L'ex idolo dei tifosi del Flamengo, salutati in lacrime prima del suo imbarco per l'Italia, verrà presentato alla stampa martedì prossimo grazie ad una conferenza stampa organizzata ad hoc a Casa Milan e scenderà in campo, come già annunciato, con la maglia numero 39.
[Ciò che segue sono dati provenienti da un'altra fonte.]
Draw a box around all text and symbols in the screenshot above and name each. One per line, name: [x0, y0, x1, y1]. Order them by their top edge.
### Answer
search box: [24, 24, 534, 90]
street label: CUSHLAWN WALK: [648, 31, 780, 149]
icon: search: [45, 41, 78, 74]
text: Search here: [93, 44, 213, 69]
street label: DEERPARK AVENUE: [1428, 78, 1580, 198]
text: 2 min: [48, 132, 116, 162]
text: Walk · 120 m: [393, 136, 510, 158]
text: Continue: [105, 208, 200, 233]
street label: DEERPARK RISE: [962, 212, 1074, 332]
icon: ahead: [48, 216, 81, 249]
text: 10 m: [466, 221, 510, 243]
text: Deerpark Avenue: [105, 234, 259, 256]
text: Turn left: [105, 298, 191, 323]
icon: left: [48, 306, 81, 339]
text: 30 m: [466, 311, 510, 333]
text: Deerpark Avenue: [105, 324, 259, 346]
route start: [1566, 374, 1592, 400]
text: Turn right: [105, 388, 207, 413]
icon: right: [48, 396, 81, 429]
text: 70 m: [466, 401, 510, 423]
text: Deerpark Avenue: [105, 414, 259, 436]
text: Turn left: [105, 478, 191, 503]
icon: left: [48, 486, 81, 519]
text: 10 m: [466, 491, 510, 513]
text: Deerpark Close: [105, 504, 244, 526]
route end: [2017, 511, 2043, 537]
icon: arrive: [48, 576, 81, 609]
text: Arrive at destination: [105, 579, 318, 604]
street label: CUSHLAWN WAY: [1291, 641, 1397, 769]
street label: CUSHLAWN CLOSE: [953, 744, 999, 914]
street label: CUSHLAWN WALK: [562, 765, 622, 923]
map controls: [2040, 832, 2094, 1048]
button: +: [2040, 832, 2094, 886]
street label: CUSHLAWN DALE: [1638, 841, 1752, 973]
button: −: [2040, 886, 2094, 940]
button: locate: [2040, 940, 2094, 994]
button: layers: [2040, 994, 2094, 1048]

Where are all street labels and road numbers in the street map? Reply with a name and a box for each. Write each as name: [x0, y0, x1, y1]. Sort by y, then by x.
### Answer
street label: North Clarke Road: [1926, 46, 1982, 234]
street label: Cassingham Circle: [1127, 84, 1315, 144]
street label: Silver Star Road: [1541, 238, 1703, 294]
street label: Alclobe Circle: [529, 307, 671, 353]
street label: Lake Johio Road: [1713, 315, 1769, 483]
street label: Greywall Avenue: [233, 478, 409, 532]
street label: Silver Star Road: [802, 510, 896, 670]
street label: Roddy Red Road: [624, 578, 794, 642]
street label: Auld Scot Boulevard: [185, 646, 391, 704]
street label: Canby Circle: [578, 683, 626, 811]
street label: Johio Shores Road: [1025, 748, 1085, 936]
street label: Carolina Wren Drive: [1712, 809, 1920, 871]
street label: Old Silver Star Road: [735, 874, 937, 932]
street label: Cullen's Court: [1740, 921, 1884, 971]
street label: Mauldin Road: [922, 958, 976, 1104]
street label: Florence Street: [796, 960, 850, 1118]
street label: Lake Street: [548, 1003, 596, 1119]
Quando scenderà in campo con il Milan

C'è ovviamente molta curiosità nel vedere all'opera quello che molti hanno addirittura accostato a Ricardo Kakà. Arrivato in buone condizioni, Paquetà dovrà ora assimilare in fretta i meccanismi del gioco di Rino Gattuso e farsi trovare pronto alla prima chiamata del mister, che potrebbe anche arrivare nei prossimi giorni in occasione della trasferta a Genova per l'ottavo di Coppa Italia contro la Sampdoria. Non è da escludere, però, un suo coinvolgimento anche nelle due successive partite: il 16 gennaio a Gedda contro la Juventus e nella prima di ritorno con il Genoa.

Quale sarà la sua collocazione tattica

A seconda del modulo che sceglierà Gattuso, Paquetà potrebbe giocare in più ruoli. Nel classico 4-3-3 del tecnico rossonero, il brasiliano partirebbe da attaccante esterno per sfruttare la sua abilità nel saltare l'uomo. L'idea del mister milanista, è però quella di provarlo inizialmente come mezzala nella casella tattica lasciata libera da Bonaventura. In un ipotetico schema a due punte, l'ex Flamengo potrebbe infine giocare accanto a Higuain o Cutrone. Rispetto all'ex Pallone d'Oro milanista, Paquetà non ha però la stessa velocità di Kakà: "Lui è stato uno dei miei idoli – ha dichiarato prima della partenza per Milano – Il mio sogno è di riuscire a far bene nel Milan come ha fatto lui, anche se non è il caso di fare paragoni. Vorrei fare il mio lavoro nel miglior modo possibile".